EXERCISE GOAL: Take the listing from its first line through the line that contains "0 #3d3d3d) drop-shadow(-2px" and please retype those lines exactly, leaving out the pictures.
GIVEN ENTRIES Start Marker
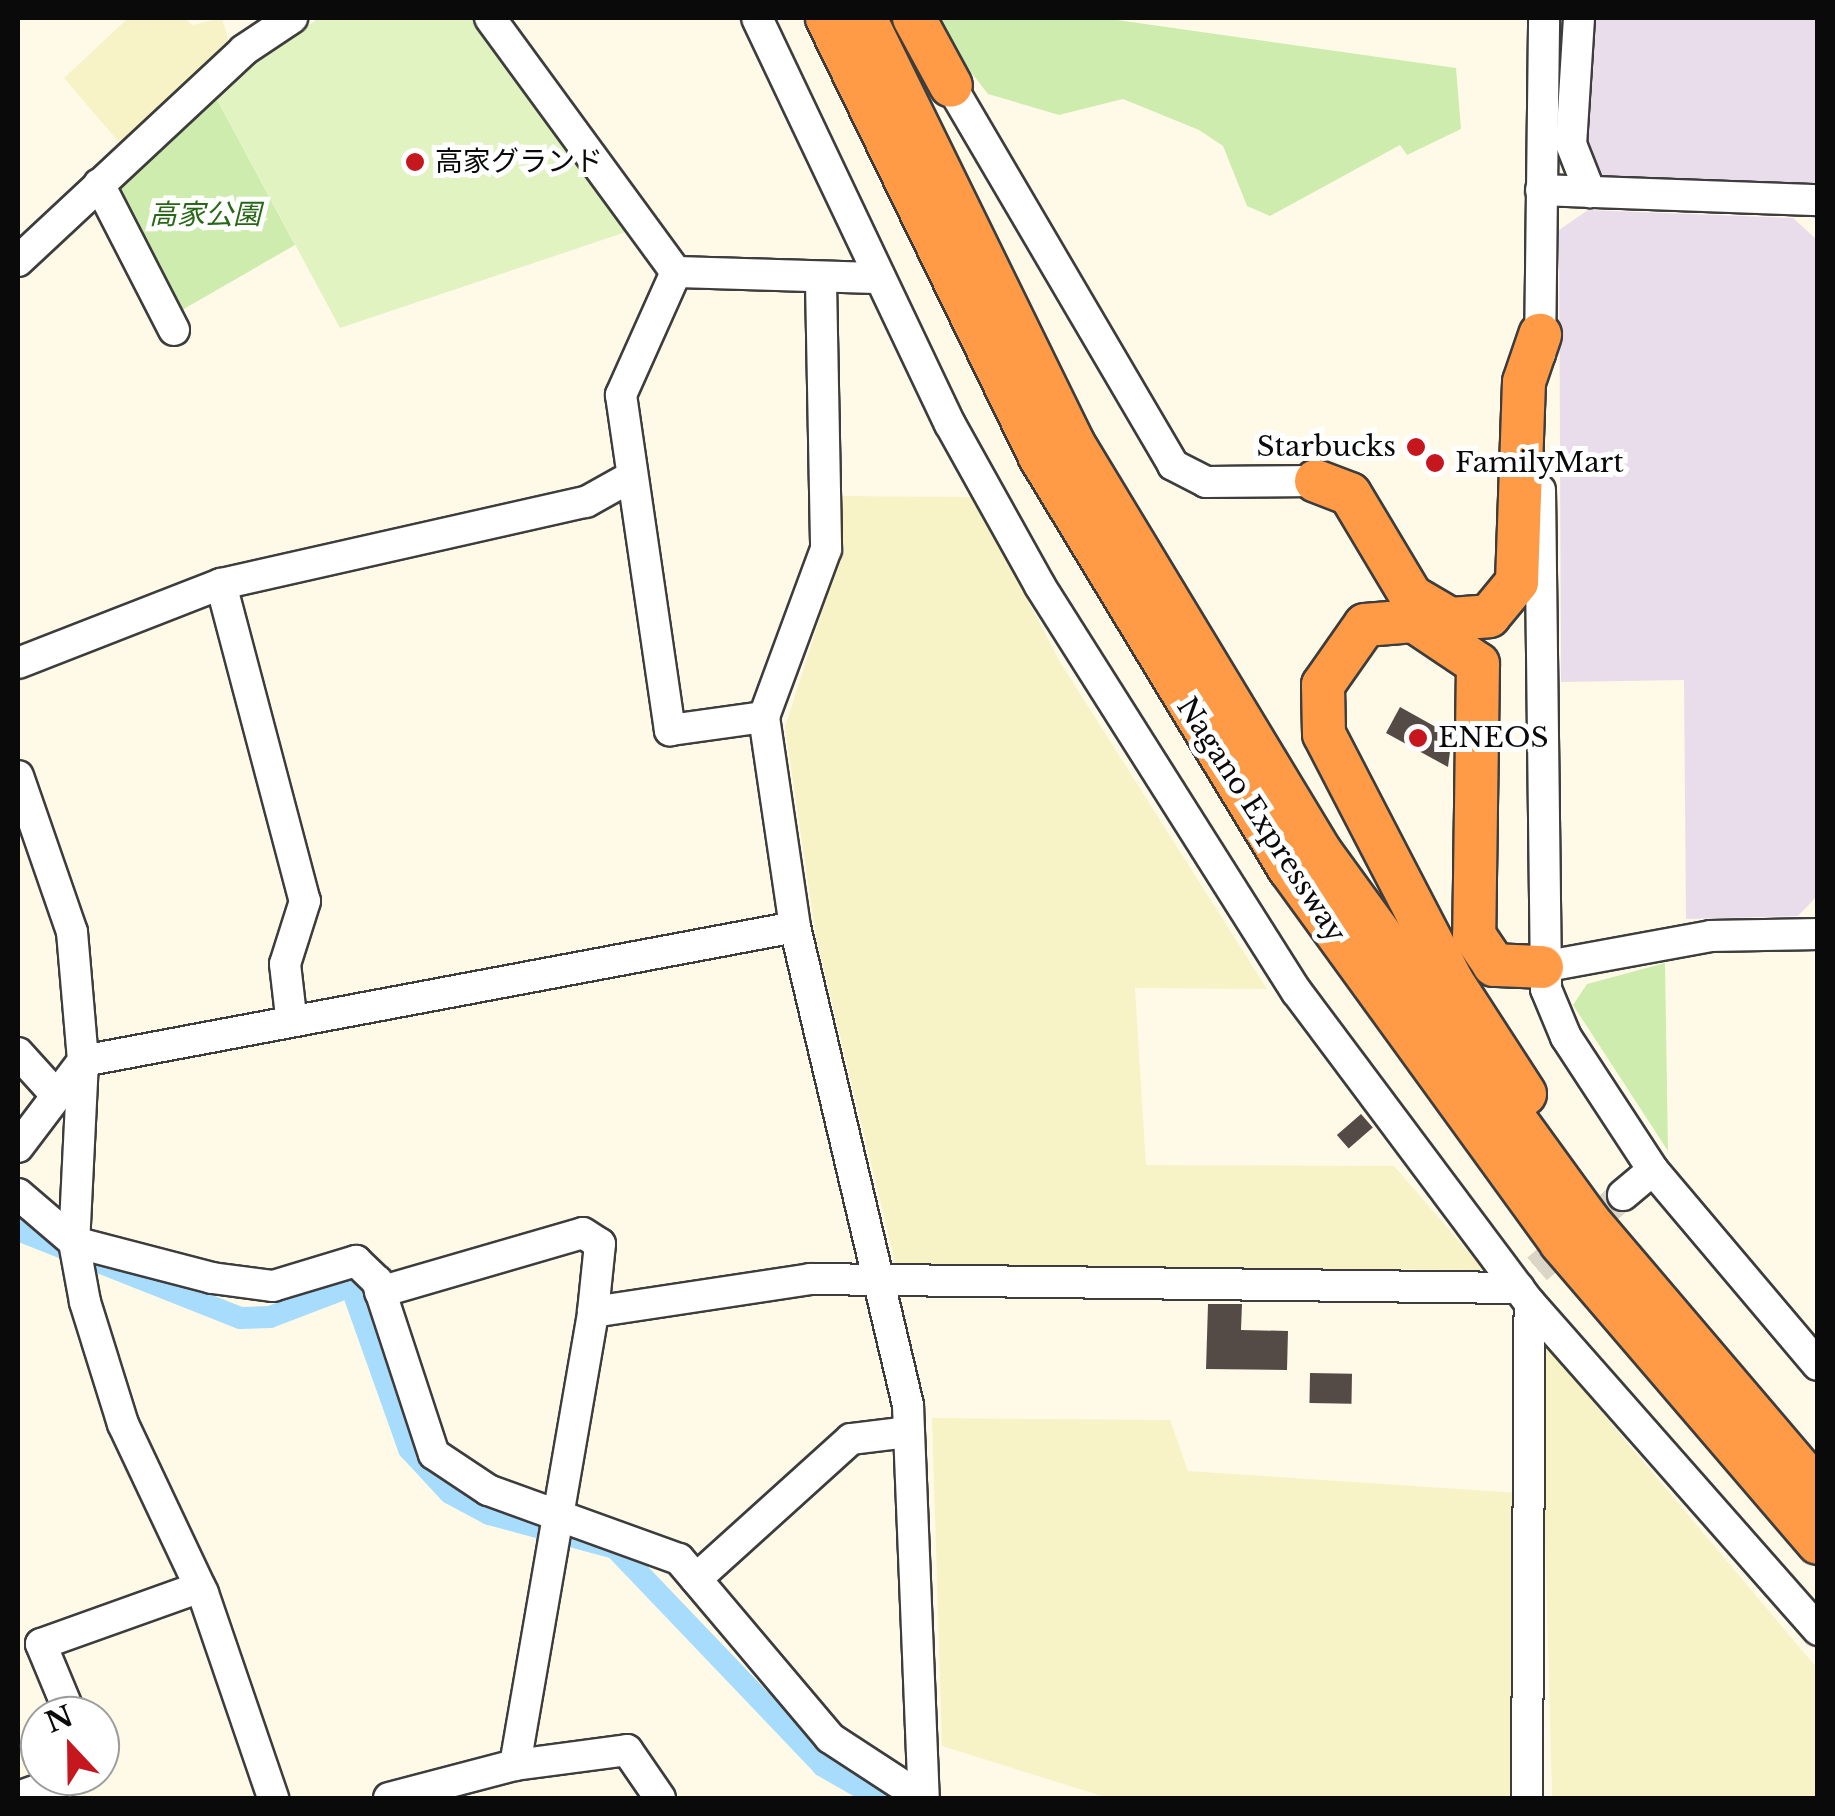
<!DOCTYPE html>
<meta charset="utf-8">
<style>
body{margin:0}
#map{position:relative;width:1835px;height:1816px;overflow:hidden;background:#fffae8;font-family:"Libre Baskerville","Noto Sans JP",serif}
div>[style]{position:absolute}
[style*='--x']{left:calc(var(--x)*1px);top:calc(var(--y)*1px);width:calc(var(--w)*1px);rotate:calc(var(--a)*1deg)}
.industrial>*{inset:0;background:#e9ddeb}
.farmland>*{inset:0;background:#f7f3c6}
.green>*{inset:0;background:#ceecae}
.pitch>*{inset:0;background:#e1f3c1}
.canal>*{height:22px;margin:-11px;padding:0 11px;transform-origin:11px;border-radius:11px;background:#a7dcfc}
.building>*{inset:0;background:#544b46;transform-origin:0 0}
.minor-tunnel>*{height:30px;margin-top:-15px;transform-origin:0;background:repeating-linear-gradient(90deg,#dad6c7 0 30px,transparent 0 45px)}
.roads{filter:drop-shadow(2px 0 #3d3d3d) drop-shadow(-2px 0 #3d3d3d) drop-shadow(0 2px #3d3d3d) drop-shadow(0 -2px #3d3d3d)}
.minor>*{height:30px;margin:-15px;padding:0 15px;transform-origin:15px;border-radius:15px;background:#fff}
.highway>*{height:42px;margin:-21px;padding:0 21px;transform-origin:21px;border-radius:21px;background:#ff9b46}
.dots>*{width:28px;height:28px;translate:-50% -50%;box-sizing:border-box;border:5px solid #fff;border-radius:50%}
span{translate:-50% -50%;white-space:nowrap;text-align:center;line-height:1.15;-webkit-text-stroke:10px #fff;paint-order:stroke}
.poi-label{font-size:28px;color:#0a0a0a}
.left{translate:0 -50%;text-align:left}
.right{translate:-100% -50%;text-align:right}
.park-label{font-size:28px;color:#276716;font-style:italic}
.street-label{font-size:28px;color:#0a0a0a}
.frame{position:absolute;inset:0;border:20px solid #0a0a0a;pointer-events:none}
.north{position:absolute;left:20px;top:1696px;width:100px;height:100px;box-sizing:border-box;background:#fff;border:2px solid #9d9d9d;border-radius:50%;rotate:338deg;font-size:28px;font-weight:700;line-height:40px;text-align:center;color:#0a0a0a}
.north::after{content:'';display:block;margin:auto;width:35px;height:45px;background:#c6171f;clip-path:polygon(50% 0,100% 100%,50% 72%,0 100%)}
</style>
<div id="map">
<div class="industrial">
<i style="clip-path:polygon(1587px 18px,1817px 18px,1817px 184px,1601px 179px,1581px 137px)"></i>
<i style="clip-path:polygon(1588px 210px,1793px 218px,1816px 239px,1818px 895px,1798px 916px,1686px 919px,1684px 680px,1561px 682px,1559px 230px)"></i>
</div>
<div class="farmland">
<i style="clip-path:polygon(128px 18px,185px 18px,192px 25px,222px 18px,228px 38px,224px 54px,123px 147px,64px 78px)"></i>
<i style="clip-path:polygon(843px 496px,974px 497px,1060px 662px,1267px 989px,1135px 988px,1146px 1165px,1394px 1166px,1484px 1270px,896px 1266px,816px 937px,785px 727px,839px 558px)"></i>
<i style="clip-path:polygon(1540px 1339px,1817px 1668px,1817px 1798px,1552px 1798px)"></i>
<i style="clip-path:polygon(932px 1418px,1170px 1420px,1188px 1471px,1520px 1493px,1522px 1798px,1108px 1798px,942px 1746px)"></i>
</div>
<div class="green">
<i style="clip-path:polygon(929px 18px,1103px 18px,1456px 68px,1461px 129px,1407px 155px,1400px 145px,1270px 216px,1247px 206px,1223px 146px,1199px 130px,1123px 99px,1059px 115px,988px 94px)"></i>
<i style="clip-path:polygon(213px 92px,295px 245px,182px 310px,115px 184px)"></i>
<i style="clip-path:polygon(1665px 963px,1668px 1151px,1573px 1005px,1587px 984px)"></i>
</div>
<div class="pitch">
<i style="clip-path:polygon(319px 18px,484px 18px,626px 232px,340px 328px,213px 92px)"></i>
</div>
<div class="canal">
<i style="--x:18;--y:1230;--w:239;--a:21.6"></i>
<i style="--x:240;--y:1318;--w:30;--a:-2"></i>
<i style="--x:270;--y:1317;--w:87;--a:-20.9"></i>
<i style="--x:351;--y:1286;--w:173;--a:70.4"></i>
<i style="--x:409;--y:1449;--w:60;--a:47"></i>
<i style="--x:450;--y:1493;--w:44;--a:28.3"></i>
<i style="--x:489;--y:1514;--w:131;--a:15.1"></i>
<i style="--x:615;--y:1548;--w:301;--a:46.3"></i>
<i style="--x:823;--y:1766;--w:64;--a:29.7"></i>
</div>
<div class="building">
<i style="clip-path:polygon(1400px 707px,1452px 736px,1448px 767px,1386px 733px)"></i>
<i style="left:1361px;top:1114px;width:18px;height:32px;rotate:49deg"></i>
<i style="clip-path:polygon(1208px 1304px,1242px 1304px,1241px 1330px,1288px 1331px,1287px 1370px,1206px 1369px)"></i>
<i style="left:1310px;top:1373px;width:42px;height:30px;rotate:1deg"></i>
</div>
<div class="minor-tunnel">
<i style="--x:1537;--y:1269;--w:113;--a:-40.7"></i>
</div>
<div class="roads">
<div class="minor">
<i style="--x:490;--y:18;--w:315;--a:53.8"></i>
<i style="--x:676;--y:272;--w:201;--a:1.7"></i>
<i style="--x:757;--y:18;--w:450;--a:64.6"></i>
<i style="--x:950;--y:424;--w:185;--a:60.9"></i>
<i style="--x:1040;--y:586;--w:481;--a:57.7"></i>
<i style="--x:1297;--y:992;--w:389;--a:53.2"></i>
<i style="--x:1530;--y:1303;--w:436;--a:48.6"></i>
<i style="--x:1579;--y:18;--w:126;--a:93.6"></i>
<i style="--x:1571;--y:144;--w:52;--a:68.4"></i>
<i style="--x:951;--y:86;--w:439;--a:59.6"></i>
<i style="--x:1173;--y:465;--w:37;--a:27"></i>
<i style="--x:1206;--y:482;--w:110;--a:-0.5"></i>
<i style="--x:99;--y:184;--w:164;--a:62.8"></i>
<i style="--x:1541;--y:190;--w:277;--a:2.1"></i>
<i style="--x:18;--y:261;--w:309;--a:-43"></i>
<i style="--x:244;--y:50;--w:58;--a:-33.7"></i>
<i style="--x:676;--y:272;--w:135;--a:114.1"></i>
<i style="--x:621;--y:395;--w:339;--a:81.7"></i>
<i style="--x:670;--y:730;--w:95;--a:-7.9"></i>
<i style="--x:821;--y:282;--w:267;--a:88.9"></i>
<i style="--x:826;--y:549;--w:179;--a:110.3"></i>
<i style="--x:764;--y:717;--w:212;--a:81.6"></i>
<i style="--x:795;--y:927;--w:492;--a:76.7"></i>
<i style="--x:908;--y:1406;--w:392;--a:87.7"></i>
<i style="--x:1540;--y:354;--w:336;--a:-89.3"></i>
<i style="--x:1540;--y:490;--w:499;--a:89.3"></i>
<i style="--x:1546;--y:989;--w:52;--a:67.4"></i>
<i style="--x:1566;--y:1037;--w:159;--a:56.8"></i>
<i style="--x:1653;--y:1170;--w:255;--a:49.8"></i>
<i style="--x:221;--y:584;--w:328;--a:75.2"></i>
<i style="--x:305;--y:901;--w:66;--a:107.6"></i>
<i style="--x:285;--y:964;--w:52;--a:83.4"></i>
<i style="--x:18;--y:663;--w:218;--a:-21.3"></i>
<i style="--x:221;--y:584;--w:374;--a:-12.7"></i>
<i style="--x:586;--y:502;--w:49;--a:-29.2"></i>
<i style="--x:18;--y:776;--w:165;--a:70.9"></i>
<i style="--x:72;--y:932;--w:129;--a:85.1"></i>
<i style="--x:83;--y:1061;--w:181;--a:92.8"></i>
<i style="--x:74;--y:1242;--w:61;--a:79.6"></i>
<i style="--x:85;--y:1302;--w:128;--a:72.7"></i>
<i style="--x:123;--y:1424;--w:187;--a:64.7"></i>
<i style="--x:203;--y:1593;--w:217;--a:71.1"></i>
<i style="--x:1542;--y:967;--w:172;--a:-10.4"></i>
<i style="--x:1711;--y:936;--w:107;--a:-1.1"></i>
<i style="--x:18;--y:1053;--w:58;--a:47.8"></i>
<i style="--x:18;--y:1147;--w:108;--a:-52.9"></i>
<i style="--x:83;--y:1061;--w:724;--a:-10.66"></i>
<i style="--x:18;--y:1194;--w:74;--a:40.6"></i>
<i style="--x:74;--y:1242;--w:143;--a:14.6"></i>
<i style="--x:212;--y:1278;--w:62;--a:7.5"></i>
<i style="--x:273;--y:1286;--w:87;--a:-16.8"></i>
<i style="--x:356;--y:1261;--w:29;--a:44"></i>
<i style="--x:377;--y:1281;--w:182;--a:71.8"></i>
<i style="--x:434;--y:1454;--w:65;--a:33.7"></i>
<i style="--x:488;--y:1490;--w:203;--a:19.9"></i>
<i style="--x:679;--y:1559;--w:234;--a:49.8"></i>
<i style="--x:830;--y:1738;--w:110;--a:33.1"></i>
<i style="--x:1623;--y:1195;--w:39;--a:-40"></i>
<i style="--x:380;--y:1292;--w:211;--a:-16.2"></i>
<i style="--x:583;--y:1233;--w:20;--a:33"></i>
<i style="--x:600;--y:1244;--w:68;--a:95.9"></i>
<i style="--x:696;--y:1579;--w:209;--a:-42.1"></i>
<i style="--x:851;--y:1439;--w:58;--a:-6.9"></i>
<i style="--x:71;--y:1716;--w:78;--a:-112.6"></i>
<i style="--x:41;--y:1644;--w:169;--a:-19.7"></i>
<i style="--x:515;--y:1765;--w:113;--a:-7.6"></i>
<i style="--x:627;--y:1750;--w:58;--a:55.5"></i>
<i style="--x:18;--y:1797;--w:62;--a:-19.9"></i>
<i style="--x:389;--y:1798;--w:130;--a:-14.7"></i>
<i style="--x:515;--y:1765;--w:460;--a:-80.2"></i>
<i style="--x:593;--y:1312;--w:219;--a:-8.6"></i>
<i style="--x:810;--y:1279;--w:709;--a:0.73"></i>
<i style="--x:1527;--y:1798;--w:495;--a:-89.7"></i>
</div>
<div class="highway">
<i style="--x:827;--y:18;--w:488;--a:64.1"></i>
<i style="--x:1040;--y:457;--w:481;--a:58.8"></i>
<i style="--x:1289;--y:868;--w:463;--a:54"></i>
<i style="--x:1561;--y:1243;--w:395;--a:49.4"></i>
<i style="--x:865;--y:18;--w:473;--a:63.9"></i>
<i style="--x:1073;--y:443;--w:477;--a:58.8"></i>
<i style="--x:1320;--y:851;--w:456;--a:54"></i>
<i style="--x:1588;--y:1220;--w:355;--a:49.6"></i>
<i style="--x:914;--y:18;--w:77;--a:61.4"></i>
<i style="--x:1316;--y:481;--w:36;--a:21"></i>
<i style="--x:1350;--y:494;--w:119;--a:59.1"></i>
<i style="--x:1411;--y:596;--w:45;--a:30.5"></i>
<i style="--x:1450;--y:619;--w:39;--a:-4"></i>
<i style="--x:1489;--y:616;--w:44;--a:-50.5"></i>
<i style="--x:1517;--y:582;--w:200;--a:-88"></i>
<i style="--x:1524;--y:382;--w:50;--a:-71.2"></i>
<i style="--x:1525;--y:1094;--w:135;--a:-122.9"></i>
<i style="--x:1452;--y:981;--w:278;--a:-117.4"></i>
<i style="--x:1324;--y:734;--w:49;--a:-91.2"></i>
<i style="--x:1323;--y:685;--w:73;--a:-55"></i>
<i style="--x:1365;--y:625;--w:49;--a:-4.7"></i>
<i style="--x:1414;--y:621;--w:77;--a:33.9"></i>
<i style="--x:1478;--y:664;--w:271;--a:90.8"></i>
<i style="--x:1474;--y:935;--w:36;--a:56"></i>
<i style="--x:1494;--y:965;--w:48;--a:2.4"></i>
</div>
</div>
<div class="dots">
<i style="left:415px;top:162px;background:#c6171f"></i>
<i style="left:1416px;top:447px;background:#c6171f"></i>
<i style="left:1435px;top:463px;background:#c6171f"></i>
<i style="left:1418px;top:738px;background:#c6171f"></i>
</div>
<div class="poi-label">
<span class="left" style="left:435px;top:162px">高家グランド</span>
<span class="right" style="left:1396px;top:447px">Starbucks</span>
<span class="left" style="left:1455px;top:463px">FamilyMart</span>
<span class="left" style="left:1438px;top:738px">ENEOS</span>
</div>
<div class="park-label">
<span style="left:205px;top:215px">高家公園</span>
</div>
<div class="street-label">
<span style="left:1261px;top:820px;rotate:57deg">Nagano Expressway</span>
</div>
<div class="frame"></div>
<div class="north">N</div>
</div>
GIVEN ENTRIES End Marker
SOLUTION TO THE EXERCISE:
<!DOCTYPE html>
<meta charset="utf-8">
<style>
body{margin:0}
#map{position:relative;width:1835px;height:1816px;overflow:hidden;background:#fffae8;font-family:"Libre Baskerville","Noto Sans JP",serif}
div>[style]{position:absolute}
[style*='--x']{left:calc(var(--x)*1px);top:calc(var(--y)*1px);width:calc(var(--w)*1px);rotate:calc(var(--a)*1deg)}
.industrial>*{inset:0;background:#e9ddeb}
.farmland>*{inset:0;background:#f7f3c6}
.green>*{inset:0;background:#ceecae}
.pitch>*{inset:0;background:#e1f3c1}
.canal>*{height:22px;margin:-11px;padding:0 11px;transform-origin:11px;border-radius:11px;background:#a7dcfc}
.building>*{inset:0;background:#544b46;transform-origin:0 0}
.minor-tunnel>*{height:30px;margin-top:-15px;transform-origin:0;background:repeating-linear-gradient(90deg,#dad6c7 0 30px,transparent 0 45px)}
.roads{filter:drop-shadow(2px 0 #3d3d3d) drop-shadow(-2px 0 #3d3d3d) drop-shadow(0 2px #3d3d3d) drop-shadow(0 -2px #3d3d3d)}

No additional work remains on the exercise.